* _Entries shown_:
----------

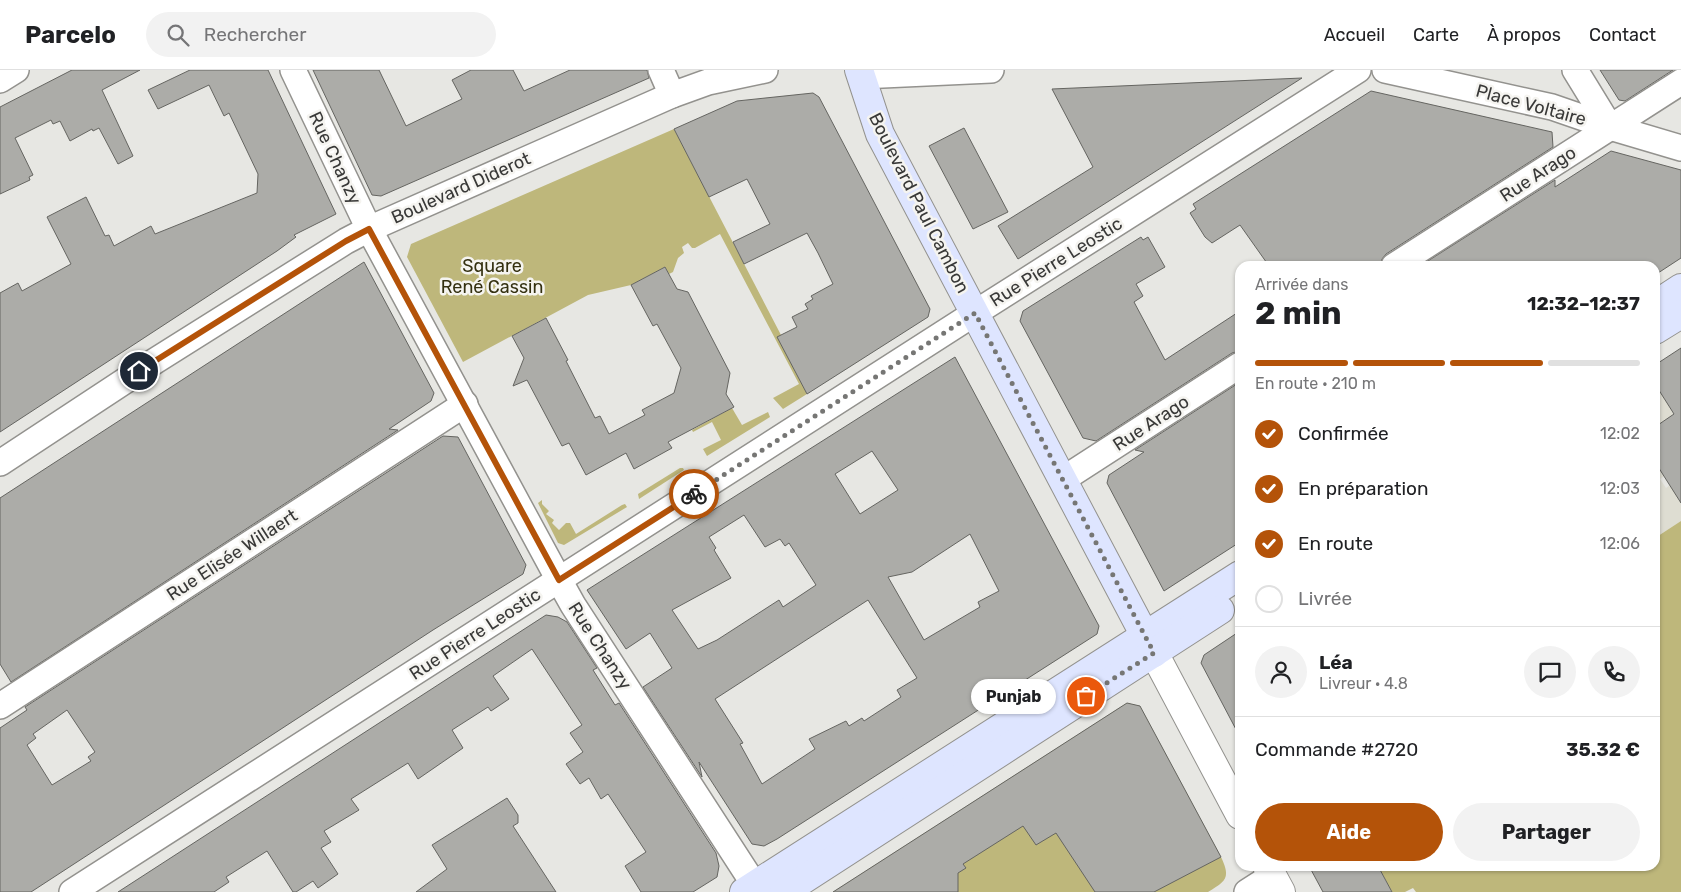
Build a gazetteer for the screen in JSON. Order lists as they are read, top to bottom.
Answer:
{
  "streets": {
    "main road": ["Boulevard Paul Cambon"],
    "street": [
      "Place Voltaire",
      "Rue Chanzy",
      "Rue Arago",
      "Boulevard Diderot",
      "Rue Pierre Leostic",
      "Rue Elisée Willaert"
    ]
  },
  "crossings": [
    ["Place Voltaire", "Rue Arago"],
    ["Rue Chanzy", "Boulevard Diderot"],
    ["Rue Chanzy", "Rue Pierre Leostic"],
    ["Rue Chanzy", "Rue Elisée Willaert"],
    ["Rue Arago", "Boulevard Paul Cambon"],
    ["Boulevard Paul Cambon", "Rue Pierre Leostic"]
  ],
  "parks": ["Square René Cassin"],
  "places": ["Punjab"],
  "page": {
    "header": "Parcelo",
    "search": "Rechercher",
    "nav": [
      "Accueil",
      "Carte",
      "À propos",
      "Contact"
    ],
    "heading": ["2 min", "Arrivée dans", "12:32–12:37"],
    "panel": [
      "Léa",
      "Livreur · 4.8",
      "Commande #2720",
      "35.32 €"
    ],
    "bar": "En route · 210 m",
    "list": [
      ["Confirmée", "12:02"],
      ["En préparation", "12:03"],
      ["En route", "12:06"],
      "Livrée"
    ],
    "bubble": "Punjab",
    "buttons": ["Aide", "Partager"]
  }
}
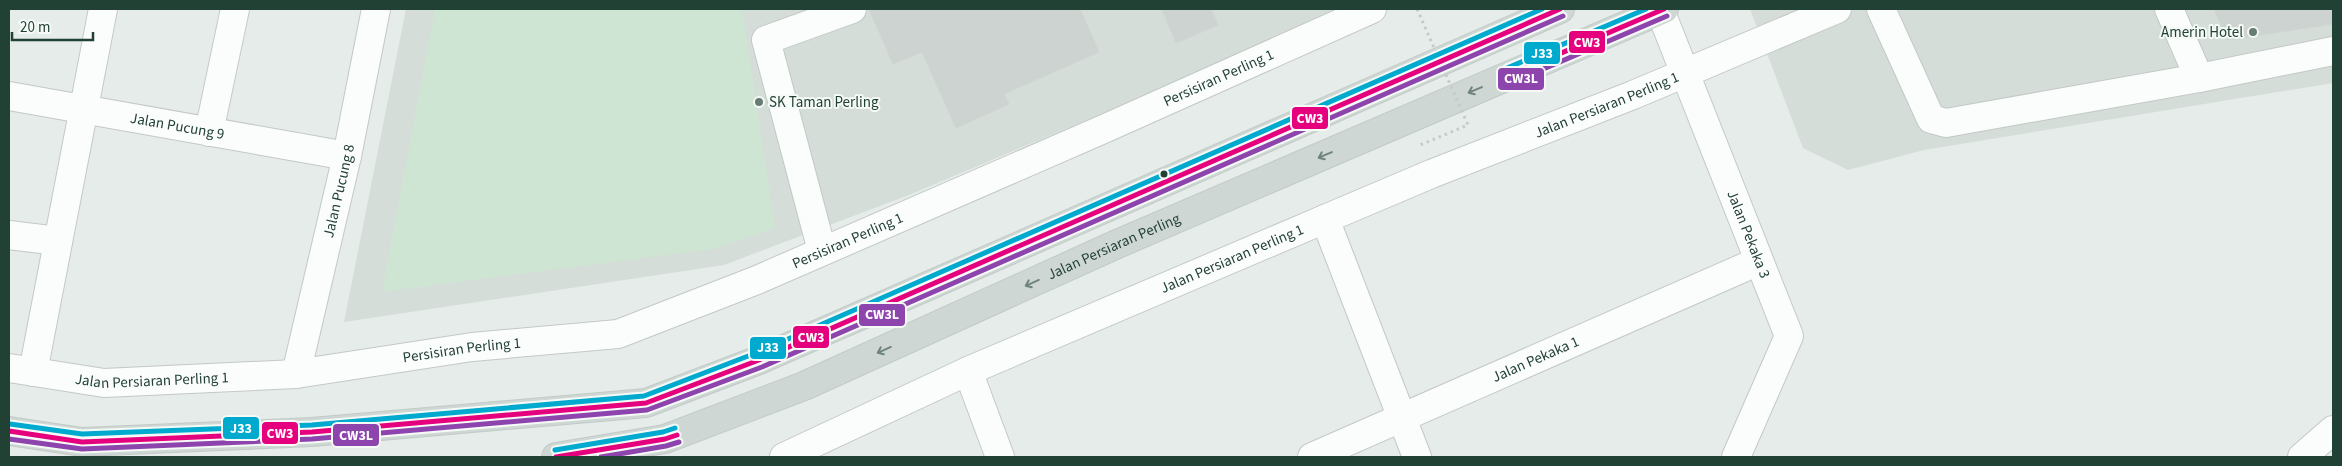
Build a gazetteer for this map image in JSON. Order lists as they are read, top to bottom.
{
  "streets": {
    "main road": ["Jalan Persiaran Perling"],
    "street": [
      "Persisiran Perling 1",
      "Jalan Persiaran Perling 1",
      "Jalan Pucung 9",
      "Jalan Pucung 8",
      "Jalan Pekaka 3",
      "Jalan Pekaka 1"
    ]
  },
  "crossings": [
    ["Persisiran Perling 1", "Jalan Persiaran Perling 1"],
    ["Persisiran Perling 1", "Jalan Pucung 8"],
    ["Jalan Persiaran Perling 1", "Jalan Pucung 8"],
    ["Jalan Persiaran Perling 1", "Jalan Pekaka 3"],
    ["Jalan Pucung 9", "Jalan Pucung 8"],
    ["Jalan Pekaka 3", "Jalan Persiaran Perling"],
    ["Jalan Pekaka 3", "Jalan Pekaka 1"]
  ],
  "places": ["Amerin Hotel", "SK Taman Perling"],
  "lines": ["transit line CW3", "transit line J33", "transit line CW3L"],
  "scale_bar": "20 m"
}
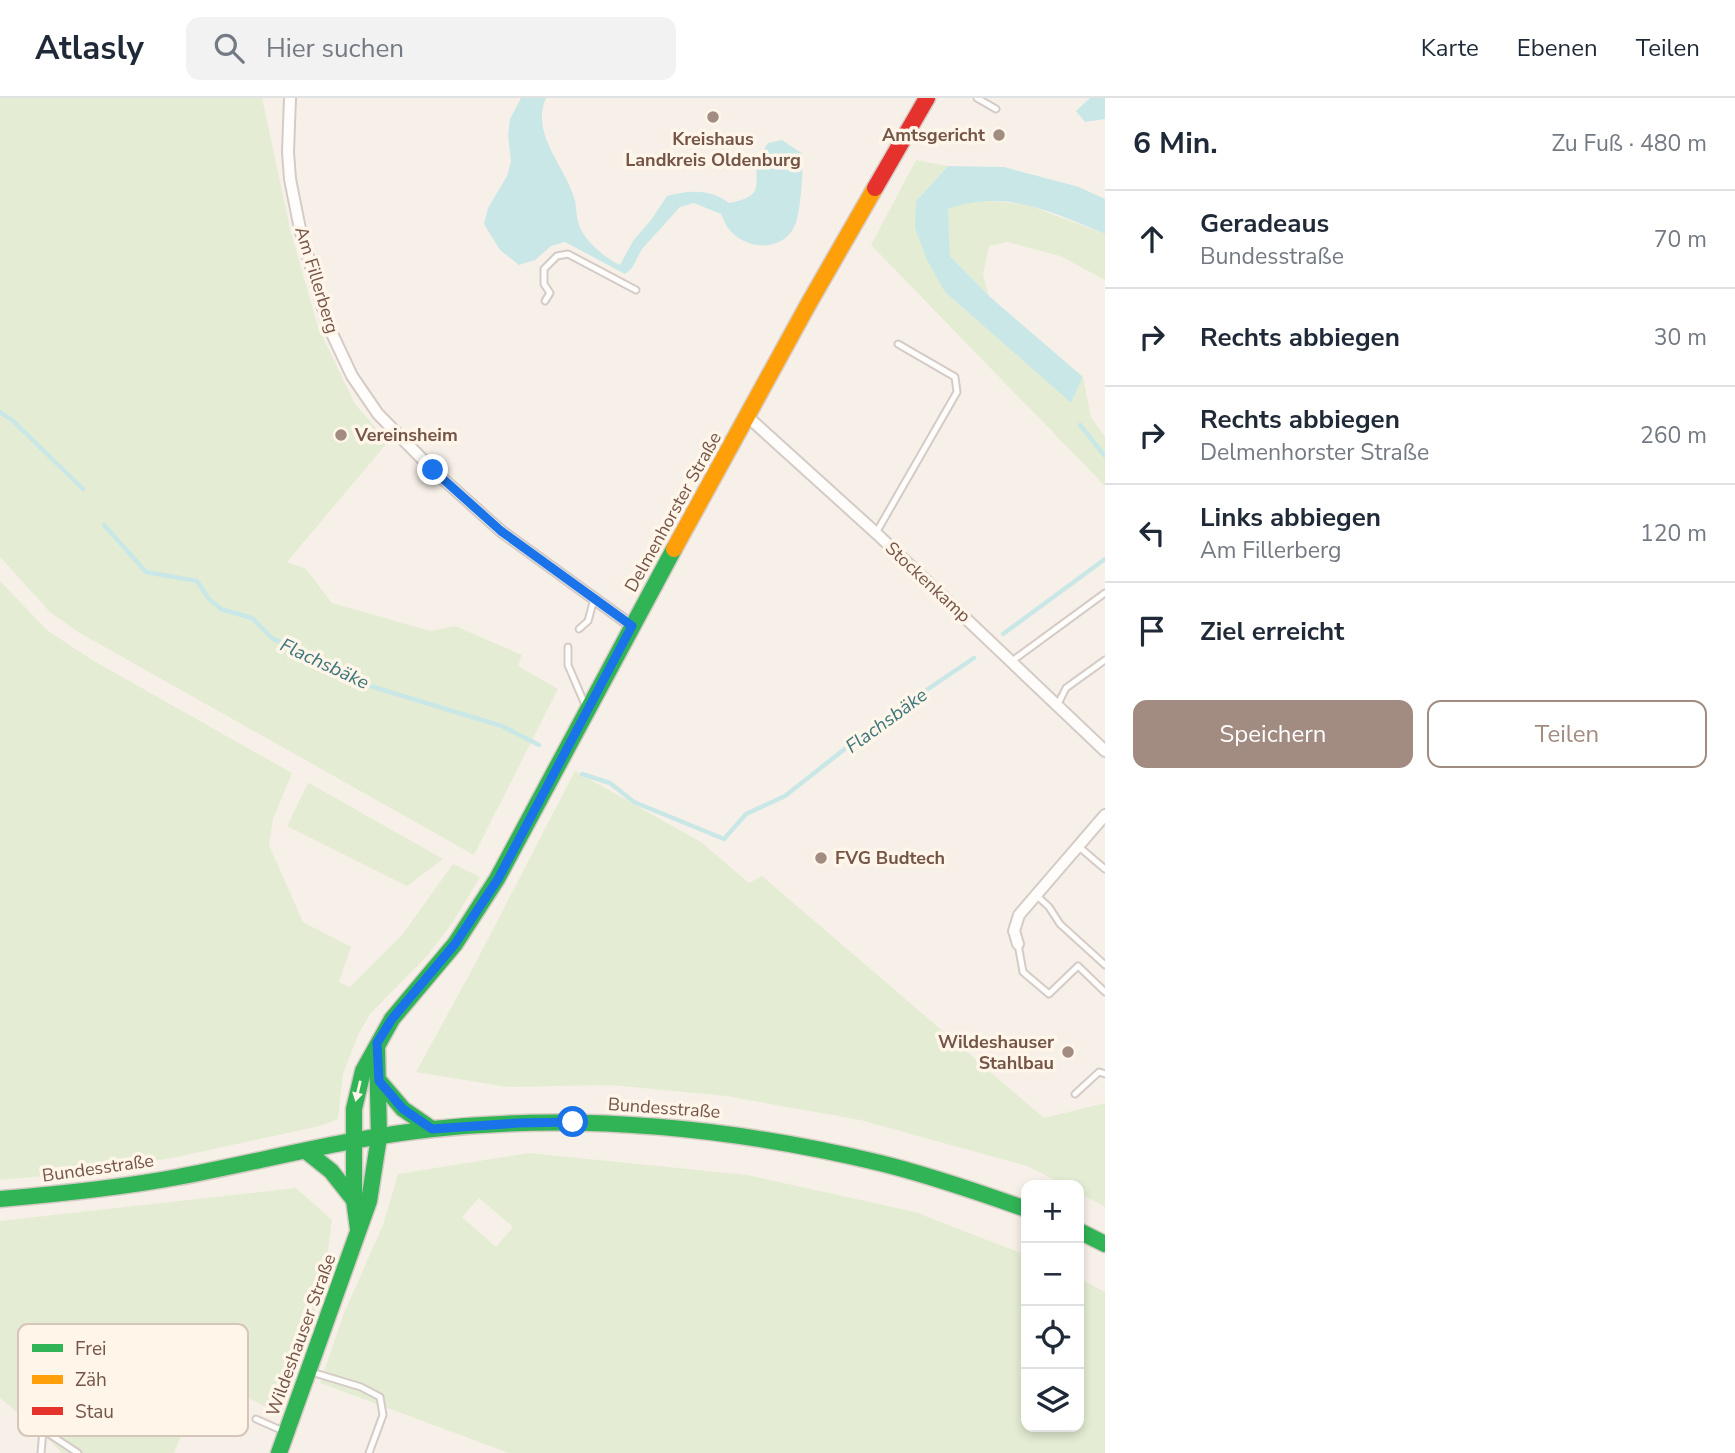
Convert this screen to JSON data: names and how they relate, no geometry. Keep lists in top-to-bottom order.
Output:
{
  "streets": {
    "main road": ["Delmenhorster Straße", "Bundesstraße", "Wildeshauser Straße"],
    "street": ["Am Fillerberg", "Stockenkamp"]
  },
  "crossings": [
    ["Am Fillerberg", "Delmenhorster Straße"],
    ["Delmenhorster Straße", "Stockenkamp"],
    ["Delmenhorster Straße", "Bundesstraße"],
    ["Delmenhorster Straße", "Wildeshauser Straße"],
    ["Bundesstraße", "Wildeshauser Straße"]
  ],
  "water": ["Flachsbäke"],
  "places": [
    "Kreishaus Landkreis Oldenburg",
    "Amtsgericht",
    "Vereinsheim",
    "FVG Budtech",
    "Wildeshauser Stahlbau"
  ],
  "legend": ["Frei", "Zäh", "Stau"],
  "page": {
    "header": "Atlasly",
    "search": "Hier suchen",
    "nav": ["Karte", "Ebenen", "Teilen"],
    "heading": ["6 Min.", "Zu Fuß · 480 m"],
    "list": [
      ["Geradeaus", "Bundesstraße", "70 m"],
      ["Rechts abbiegen", "30 m"],
      ["Rechts abbiegen", "Delmenhorster Straße", "260 m"],
      ["Links abbiegen", "Am Fillerberg", "120 m"],
      "Ziel erreicht"
    ],
    "buttons": ["Speichern", "Teilen"],
    "map_buttons": ["+", "−"]
  }
}
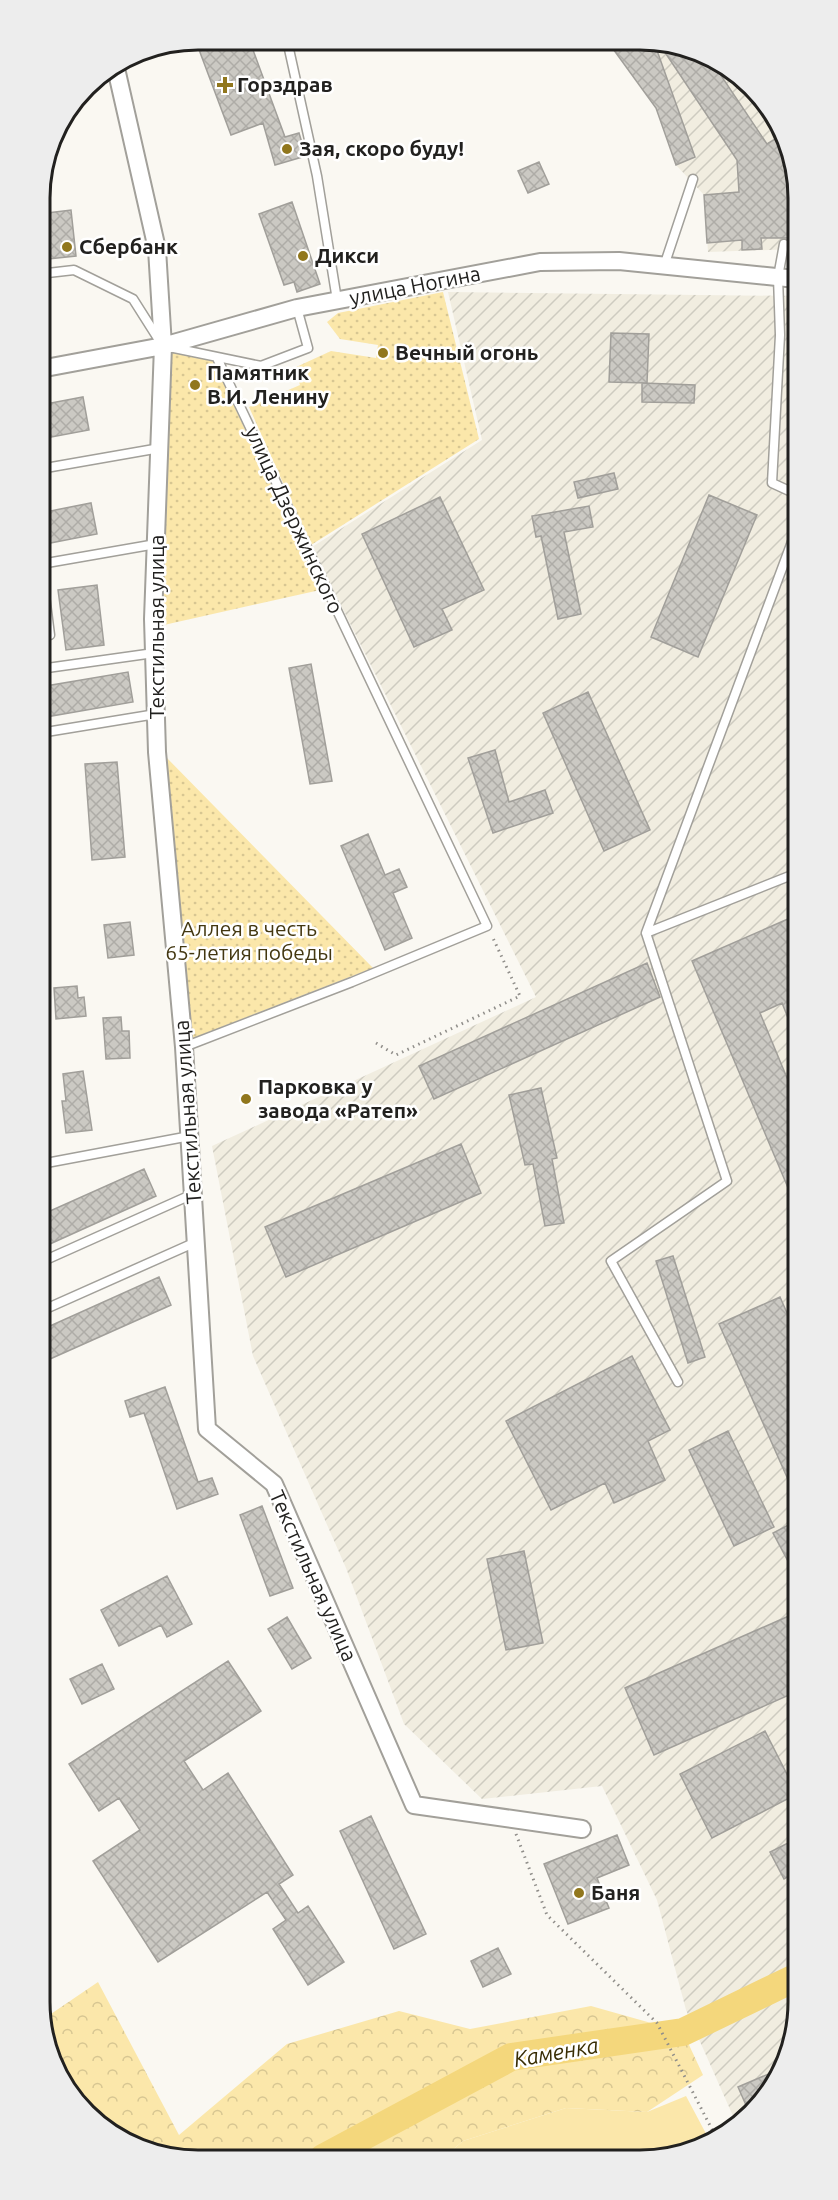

----------

* _Exercise_: The records above need to be printed in full and exactly, without any of the pictures.

* _Task answer_:
Build a gazetteer for the screen in JSON. Order lists as they are read, top to bottom.
Answer:
{
  "streets": {
    "main road": ["Boulevard Paul Cambon"],
    "street": [
      "Place Voltaire",
      "Rue Chanzy",
      "Rue Arago",
      "Boulevard Diderot",
      "Rue Pierre Leostic",
      "Rue Elisée Willaert"
    ]
  },
  "crossings": [
    ["Place Voltaire", "Rue Arago"],
    ["Rue Chanzy", "Boulevard Diderot"],
    ["Rue Chanzy", "Rue Pierre Leostic"],
    ["Rue Chanzy", "Rue Elisée Willaert"],
    ["Rue Arago", "Boulevard Paul Cambon"],
    ["Boulevard Paul Cambon", "Rue Pierre Leostic"]
  ],
  "parks": ["Square René Cassin"],
  "places": ["Punjab"],
  "page": {
    "header": "Parcelo",
    "search": "Rechercher",
    "nav": [
      "Accueil",
      "Carte",
      "À propos",
      "Contact"
    ],
    "heading": ["2 min", "Arrivée dans", "12:32–12:37"],
    "panel": [
      "Léa",
      "Livreur · 4.8",
      "Commande #2720",
      "35.32 €"
    ],
    "bar": "En route · 210 m",
    "list": [
      ["Confirmée", "12:02"],
      ["En préparation", "12:03"],
      ["En route", "12:06"],
      "Livrée"
    ],
    "bubble": "Punjab",
    "buttons": ["Aide", "Partager"]
  }
}
Build a gazetteer for this map image in JSON. Order lists as they are read, top to bottom.
{
  "streets": {
    "main road": ["Jalan Persiaran Perling"],
    "street": [
      "Persisiran Perling 1",
      "Jalan Persiaran Perling 1",
      "Jalan Pucung 9",
      "Jalan Pucung 8",
      "Jalan Pekaka 3",
      "Jalan Pekaka 1"
    ]
  },
  "crossings": [
    ["Persisiran Perling 1", "Jalan Persiaran Perling 1"],
    ["Persisiran Perling 1", "Jalan Pucung 8"],
    ["Jalan Persiaran Perling 1", "Jalan Pucung 8"],
    ["Jalan Persiaran Perling 1", "Jalan Pekaka 3"],
    ["Jalan Pucung 9", "Jalan Pucung 8"],
    ["Jalan Pekaka 3", "Jalan Persiaran Perling"],
    ["Jalan Pekaka 3", "Jalan Pekaka 1"]
  ],
  "places": ["Amerin Hotel", "SK Taman Perling"],
  "lines": ["transit line CW3", "transit line J33", "transit line CW3L"],
  "scale_bar": "20 m"
}
Convert this screen to JSON data: names and how they relate, no geometry. Keep lists in top-to-bottom order.
Output:
{
  "streets": {
    "main road": ["Delmenhorster Straße", "Bundesstraße", "Wildeshauser Straße"],
    "street": ["Am Fillerberg", "Stockenkamp"]
  },
  "crossings": [
    ["Am Fillerberg", "Delmenhorster Straße"],
    ["Delmenhorster Straße", "Stockenkamp"],
    ["Delmenhorster Straße", "Bundesstraße"],
    ["Delmenhorster Straße", "Wildeshauser Straße"],
    ["Bundesstraße", "Wildeshauser Straße"]
  ],
  "water": ["Flachsbäke"],
  "places": [
    "Kreishaus Landkreis Oldenburg",
    "Amtsgericht",
    "Vereinsheim",
    "FVG Budtech",
    "Wildeshauser Stahlbau"
  ],
  "legend": ["Frei", "Zäh", "Stau"],
  "page": {
    "header": "Atlasly",
    "search": "Hier suchen",
    "nav": ["Karte", "Ebenen", "Teilen"],
    "heading": ["6 Min.", "Zu Fuß · 480 m"],
    "list": [
      ["Geradeaus", "Bundesstraße", "70 m"],
      ["Rechts abbiegen", "30 m"],
      ["Rechts abbiegen", "Delmenhorster Straße", "260 m"],
      ["Links abbiegen", "Am Fillerberg", "120 m"],
      "Ziel erreicht"
    ],
    "buttons": ["Speichern", "Teilen"],
    "map_buttons": ["+", "−"]
  }
}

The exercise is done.